[Saved data entries]
* * * * * * * * *

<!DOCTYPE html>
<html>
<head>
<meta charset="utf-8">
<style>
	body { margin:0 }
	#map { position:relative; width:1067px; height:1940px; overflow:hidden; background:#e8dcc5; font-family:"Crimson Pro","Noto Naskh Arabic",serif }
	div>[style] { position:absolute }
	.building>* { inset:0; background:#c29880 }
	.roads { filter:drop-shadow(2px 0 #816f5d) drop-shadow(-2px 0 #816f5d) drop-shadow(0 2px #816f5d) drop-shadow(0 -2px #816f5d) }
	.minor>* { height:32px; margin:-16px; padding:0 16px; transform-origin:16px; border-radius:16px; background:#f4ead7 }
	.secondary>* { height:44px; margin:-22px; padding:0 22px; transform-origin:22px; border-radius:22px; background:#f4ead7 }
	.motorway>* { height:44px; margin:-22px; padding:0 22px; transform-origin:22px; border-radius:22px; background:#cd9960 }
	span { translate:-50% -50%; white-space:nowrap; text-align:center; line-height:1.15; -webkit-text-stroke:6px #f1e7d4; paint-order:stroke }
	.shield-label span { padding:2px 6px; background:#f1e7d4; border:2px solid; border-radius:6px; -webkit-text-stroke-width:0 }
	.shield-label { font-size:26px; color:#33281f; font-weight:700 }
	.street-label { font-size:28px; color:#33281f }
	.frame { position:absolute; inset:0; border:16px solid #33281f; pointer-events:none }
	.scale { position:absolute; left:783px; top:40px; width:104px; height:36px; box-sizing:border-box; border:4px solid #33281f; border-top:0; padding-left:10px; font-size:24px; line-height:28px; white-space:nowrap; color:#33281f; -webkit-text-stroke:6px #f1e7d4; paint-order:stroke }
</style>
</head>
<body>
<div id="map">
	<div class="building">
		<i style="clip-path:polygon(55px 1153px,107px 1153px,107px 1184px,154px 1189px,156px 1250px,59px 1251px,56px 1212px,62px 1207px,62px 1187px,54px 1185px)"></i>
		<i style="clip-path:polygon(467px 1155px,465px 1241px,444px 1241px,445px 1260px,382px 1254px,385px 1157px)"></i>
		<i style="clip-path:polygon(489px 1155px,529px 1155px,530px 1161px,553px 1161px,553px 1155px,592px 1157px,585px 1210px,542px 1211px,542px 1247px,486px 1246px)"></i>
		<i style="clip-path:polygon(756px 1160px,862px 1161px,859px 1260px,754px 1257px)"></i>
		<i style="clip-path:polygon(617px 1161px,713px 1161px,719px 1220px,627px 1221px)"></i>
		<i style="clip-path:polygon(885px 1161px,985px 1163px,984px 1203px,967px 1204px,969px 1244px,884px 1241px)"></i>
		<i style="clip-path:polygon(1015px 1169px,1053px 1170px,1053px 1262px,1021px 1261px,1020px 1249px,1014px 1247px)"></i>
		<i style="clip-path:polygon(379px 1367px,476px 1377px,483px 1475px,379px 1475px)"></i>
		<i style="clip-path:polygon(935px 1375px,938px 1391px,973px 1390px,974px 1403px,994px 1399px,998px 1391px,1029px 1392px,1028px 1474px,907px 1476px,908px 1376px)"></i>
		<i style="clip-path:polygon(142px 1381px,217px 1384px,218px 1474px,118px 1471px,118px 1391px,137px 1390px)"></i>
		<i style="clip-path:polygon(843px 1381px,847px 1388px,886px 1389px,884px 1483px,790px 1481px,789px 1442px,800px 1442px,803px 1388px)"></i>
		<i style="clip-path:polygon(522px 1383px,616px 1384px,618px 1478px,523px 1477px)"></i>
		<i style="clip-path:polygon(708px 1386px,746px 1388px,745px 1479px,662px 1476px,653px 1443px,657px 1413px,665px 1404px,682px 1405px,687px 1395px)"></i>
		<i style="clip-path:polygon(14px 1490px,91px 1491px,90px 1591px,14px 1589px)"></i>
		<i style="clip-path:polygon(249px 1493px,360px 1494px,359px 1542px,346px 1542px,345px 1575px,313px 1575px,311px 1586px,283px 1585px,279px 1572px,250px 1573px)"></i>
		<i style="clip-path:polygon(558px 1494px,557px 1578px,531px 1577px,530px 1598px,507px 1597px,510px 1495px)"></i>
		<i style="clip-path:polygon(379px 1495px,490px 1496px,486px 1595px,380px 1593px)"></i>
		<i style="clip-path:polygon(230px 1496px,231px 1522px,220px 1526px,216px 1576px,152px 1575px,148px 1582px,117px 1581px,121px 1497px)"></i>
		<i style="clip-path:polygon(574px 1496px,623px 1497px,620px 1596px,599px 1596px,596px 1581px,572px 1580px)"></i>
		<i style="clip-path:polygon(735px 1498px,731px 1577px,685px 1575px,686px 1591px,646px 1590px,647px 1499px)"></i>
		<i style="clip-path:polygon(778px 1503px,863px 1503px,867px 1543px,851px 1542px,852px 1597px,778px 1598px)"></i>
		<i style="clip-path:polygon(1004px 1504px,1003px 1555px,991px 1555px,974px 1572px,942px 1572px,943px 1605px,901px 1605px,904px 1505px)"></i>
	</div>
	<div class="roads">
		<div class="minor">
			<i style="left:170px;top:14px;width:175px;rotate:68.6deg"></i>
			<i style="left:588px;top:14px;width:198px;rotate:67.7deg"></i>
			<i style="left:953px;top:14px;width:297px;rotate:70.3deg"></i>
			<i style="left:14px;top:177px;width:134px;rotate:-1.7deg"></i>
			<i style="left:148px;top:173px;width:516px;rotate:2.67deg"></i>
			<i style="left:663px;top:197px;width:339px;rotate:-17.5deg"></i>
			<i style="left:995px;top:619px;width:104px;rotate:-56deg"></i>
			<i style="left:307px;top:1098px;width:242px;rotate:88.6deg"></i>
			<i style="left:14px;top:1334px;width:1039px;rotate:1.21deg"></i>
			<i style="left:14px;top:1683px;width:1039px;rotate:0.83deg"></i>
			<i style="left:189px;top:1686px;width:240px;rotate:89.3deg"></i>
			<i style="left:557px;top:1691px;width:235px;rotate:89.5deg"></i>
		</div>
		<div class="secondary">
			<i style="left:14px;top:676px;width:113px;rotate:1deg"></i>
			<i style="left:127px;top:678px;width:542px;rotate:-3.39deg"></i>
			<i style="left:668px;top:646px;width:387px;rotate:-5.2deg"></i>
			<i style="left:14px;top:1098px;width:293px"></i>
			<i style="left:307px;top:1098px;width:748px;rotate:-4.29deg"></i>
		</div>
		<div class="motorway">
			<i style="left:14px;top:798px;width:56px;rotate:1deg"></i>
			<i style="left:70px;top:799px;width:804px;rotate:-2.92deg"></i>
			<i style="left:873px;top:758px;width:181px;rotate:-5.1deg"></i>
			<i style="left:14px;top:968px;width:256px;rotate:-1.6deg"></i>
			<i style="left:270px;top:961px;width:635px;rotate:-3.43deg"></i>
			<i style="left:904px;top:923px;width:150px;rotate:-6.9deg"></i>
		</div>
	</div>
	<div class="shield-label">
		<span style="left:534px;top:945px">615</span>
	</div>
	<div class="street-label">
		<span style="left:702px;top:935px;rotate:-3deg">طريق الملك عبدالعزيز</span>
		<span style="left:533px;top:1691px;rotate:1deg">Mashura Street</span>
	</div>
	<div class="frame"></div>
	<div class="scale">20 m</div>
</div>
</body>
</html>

* * * * * * * * *

EXERCISE PROMPT
Copy each line in the entries above where "motorway" turns up.

RESULT OF THE TASK
	.motorway>* { height:44px; margin:-22px; padding:0 22px; transform-origin:22px; border-radius:22px; background:#cd9960 }
		<div class="motorway">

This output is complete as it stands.